WHAT IS REQUIRED:
Copy out the lines below that hold the word "Mimosa".

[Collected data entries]
|---|
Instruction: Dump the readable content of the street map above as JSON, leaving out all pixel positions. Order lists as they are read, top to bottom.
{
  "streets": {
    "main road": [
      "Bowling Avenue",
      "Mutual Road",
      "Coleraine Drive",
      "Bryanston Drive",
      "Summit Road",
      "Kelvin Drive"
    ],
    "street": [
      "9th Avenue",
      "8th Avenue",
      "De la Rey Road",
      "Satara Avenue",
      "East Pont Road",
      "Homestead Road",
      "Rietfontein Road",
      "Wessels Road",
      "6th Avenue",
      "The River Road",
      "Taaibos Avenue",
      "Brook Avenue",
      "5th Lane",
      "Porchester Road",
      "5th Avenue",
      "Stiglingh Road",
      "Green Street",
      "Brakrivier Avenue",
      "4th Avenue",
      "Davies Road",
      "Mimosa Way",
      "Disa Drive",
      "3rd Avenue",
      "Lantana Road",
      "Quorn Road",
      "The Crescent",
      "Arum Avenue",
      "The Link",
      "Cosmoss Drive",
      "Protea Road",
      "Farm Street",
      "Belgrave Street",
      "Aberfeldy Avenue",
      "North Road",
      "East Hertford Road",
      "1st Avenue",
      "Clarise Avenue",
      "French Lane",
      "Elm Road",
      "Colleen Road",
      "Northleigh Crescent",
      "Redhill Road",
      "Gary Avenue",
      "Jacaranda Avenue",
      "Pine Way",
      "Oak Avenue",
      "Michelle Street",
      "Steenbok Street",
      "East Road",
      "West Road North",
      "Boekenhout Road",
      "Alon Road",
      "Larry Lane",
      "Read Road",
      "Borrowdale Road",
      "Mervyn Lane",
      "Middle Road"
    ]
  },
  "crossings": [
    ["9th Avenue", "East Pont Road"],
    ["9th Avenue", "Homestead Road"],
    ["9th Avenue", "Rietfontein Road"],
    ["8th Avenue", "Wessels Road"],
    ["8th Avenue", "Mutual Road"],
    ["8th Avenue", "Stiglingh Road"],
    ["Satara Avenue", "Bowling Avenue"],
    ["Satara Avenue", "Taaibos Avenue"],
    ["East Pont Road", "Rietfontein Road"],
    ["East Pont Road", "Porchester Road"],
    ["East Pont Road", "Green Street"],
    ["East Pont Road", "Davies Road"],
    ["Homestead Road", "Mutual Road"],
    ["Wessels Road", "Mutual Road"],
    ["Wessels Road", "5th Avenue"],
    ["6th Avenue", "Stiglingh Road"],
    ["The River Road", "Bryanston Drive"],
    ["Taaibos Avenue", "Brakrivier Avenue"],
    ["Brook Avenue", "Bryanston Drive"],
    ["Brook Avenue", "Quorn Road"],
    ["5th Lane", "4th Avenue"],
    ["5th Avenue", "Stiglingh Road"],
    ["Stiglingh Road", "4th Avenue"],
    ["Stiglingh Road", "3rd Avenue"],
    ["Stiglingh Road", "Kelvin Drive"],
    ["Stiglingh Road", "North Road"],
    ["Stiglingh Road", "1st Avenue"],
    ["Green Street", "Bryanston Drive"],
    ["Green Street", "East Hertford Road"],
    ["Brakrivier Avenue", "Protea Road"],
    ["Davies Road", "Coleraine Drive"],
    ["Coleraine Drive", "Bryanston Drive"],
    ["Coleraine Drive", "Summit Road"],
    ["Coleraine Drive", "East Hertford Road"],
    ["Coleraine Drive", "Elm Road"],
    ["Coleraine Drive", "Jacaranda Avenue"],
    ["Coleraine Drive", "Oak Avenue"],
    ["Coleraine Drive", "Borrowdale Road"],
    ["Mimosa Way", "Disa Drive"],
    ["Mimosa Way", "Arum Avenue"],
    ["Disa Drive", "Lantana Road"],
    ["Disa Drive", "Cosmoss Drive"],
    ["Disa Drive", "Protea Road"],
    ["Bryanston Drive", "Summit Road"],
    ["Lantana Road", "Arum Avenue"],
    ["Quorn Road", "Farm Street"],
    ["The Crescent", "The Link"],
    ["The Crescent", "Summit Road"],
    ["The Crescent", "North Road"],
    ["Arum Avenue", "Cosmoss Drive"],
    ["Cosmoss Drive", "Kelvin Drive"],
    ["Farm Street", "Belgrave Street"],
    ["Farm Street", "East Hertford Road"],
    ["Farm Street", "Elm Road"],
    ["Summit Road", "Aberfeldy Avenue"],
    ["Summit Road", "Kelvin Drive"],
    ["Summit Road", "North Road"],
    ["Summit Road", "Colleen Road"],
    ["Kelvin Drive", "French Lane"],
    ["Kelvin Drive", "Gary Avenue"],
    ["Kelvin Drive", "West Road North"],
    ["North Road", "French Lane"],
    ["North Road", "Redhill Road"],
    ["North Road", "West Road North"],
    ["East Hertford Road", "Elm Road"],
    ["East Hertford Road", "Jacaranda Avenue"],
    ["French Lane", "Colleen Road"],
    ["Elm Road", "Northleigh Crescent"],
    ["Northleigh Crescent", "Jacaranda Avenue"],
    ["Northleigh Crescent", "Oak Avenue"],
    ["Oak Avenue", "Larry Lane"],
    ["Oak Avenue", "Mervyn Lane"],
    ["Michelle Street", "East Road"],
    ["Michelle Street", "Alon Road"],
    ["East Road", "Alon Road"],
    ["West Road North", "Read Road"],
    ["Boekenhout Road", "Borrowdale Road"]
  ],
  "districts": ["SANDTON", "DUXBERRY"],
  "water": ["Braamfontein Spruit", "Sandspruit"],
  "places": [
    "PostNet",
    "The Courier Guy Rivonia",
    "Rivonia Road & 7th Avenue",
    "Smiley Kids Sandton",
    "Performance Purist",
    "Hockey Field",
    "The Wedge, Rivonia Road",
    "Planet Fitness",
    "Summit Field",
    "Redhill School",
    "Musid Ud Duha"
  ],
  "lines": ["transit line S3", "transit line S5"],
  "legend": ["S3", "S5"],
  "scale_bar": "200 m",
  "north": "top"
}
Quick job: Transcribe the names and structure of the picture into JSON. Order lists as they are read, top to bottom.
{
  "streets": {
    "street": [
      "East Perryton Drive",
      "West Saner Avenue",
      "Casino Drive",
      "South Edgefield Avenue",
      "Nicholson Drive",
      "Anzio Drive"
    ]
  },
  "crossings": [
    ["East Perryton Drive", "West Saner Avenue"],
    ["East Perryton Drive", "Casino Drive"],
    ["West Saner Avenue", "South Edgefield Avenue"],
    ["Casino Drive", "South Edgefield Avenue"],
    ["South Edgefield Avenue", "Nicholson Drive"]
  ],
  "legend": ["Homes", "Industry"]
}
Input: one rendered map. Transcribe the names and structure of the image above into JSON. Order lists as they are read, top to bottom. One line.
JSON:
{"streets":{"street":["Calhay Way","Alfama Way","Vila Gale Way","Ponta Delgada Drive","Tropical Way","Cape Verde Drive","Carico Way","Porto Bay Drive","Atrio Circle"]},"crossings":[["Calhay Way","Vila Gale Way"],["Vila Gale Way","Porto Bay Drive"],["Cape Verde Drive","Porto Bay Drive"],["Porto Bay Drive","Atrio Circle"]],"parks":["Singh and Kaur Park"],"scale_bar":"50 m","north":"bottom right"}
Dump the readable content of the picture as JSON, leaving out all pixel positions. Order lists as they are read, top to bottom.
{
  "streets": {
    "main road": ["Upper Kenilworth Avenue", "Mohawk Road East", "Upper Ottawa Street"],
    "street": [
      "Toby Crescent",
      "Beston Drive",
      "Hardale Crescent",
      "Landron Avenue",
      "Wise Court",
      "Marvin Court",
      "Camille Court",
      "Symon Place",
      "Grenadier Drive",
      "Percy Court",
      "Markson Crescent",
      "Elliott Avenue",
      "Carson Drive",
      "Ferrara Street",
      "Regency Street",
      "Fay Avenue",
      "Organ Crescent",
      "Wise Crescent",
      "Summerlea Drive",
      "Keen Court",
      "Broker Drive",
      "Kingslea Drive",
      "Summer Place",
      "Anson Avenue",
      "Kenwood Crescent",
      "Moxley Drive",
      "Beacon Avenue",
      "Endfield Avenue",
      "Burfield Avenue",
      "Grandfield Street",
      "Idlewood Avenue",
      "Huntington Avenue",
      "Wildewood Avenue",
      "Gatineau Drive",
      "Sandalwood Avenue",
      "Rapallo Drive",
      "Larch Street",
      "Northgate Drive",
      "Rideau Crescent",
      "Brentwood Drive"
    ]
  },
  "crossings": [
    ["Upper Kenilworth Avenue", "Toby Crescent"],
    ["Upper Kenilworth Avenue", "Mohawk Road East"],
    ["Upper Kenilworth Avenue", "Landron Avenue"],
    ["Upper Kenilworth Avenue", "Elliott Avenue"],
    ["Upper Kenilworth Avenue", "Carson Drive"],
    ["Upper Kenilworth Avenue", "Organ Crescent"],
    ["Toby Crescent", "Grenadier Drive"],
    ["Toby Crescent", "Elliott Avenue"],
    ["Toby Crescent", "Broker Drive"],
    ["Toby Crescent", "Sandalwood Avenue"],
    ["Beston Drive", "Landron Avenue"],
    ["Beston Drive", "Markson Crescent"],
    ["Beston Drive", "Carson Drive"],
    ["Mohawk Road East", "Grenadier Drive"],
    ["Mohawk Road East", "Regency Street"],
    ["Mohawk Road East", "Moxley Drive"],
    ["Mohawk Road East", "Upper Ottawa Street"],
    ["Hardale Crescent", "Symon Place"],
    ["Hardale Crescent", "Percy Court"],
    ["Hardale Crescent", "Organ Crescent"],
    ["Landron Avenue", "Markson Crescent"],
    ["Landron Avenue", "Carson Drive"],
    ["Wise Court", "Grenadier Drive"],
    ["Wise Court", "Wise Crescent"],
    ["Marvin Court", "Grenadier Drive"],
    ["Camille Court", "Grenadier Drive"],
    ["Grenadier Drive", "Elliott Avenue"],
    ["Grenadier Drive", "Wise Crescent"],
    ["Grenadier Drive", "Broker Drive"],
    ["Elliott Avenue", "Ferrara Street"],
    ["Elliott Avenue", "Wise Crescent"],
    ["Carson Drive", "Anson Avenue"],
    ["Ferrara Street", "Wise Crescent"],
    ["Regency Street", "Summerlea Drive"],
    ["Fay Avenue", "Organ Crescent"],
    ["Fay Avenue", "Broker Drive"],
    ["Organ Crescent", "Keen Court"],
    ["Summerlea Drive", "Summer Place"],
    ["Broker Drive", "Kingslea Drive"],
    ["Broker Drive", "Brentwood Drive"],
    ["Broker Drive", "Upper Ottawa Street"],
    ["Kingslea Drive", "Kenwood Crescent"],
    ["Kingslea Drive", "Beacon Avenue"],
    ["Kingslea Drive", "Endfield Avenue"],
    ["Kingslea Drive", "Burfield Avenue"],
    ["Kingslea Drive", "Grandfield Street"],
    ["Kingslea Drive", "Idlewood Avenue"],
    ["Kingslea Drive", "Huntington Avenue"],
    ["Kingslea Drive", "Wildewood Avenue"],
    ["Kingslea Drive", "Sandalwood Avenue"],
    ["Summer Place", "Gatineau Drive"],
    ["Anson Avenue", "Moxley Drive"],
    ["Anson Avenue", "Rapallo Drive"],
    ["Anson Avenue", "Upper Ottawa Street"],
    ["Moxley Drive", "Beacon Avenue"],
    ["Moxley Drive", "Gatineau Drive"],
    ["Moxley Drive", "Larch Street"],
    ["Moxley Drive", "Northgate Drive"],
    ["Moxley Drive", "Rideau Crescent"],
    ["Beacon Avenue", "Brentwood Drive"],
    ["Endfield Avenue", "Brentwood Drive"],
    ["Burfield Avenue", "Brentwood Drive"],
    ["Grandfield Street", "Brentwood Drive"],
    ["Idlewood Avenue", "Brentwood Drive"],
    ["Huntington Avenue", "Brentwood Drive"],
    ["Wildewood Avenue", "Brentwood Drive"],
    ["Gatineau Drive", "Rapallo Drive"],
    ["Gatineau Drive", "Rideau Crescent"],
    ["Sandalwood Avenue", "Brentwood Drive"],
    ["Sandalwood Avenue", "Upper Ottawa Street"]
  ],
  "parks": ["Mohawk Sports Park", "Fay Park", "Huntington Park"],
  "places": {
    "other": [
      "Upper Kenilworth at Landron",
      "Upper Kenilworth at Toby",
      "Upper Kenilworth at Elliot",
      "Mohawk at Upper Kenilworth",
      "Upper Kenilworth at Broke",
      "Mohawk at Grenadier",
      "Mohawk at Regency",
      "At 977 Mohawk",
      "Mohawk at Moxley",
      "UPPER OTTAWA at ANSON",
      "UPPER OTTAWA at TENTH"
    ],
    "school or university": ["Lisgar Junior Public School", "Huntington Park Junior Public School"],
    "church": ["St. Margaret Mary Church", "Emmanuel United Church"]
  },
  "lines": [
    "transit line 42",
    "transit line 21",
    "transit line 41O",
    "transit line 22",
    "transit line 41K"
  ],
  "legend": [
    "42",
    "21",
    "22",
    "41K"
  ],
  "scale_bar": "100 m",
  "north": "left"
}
|---|
TASK SOLUTION:
      "Mimosa Way",
    ["Mimosa Way", "Disa Drive"],
    ["Mimosa Way", "Arum Avenue"],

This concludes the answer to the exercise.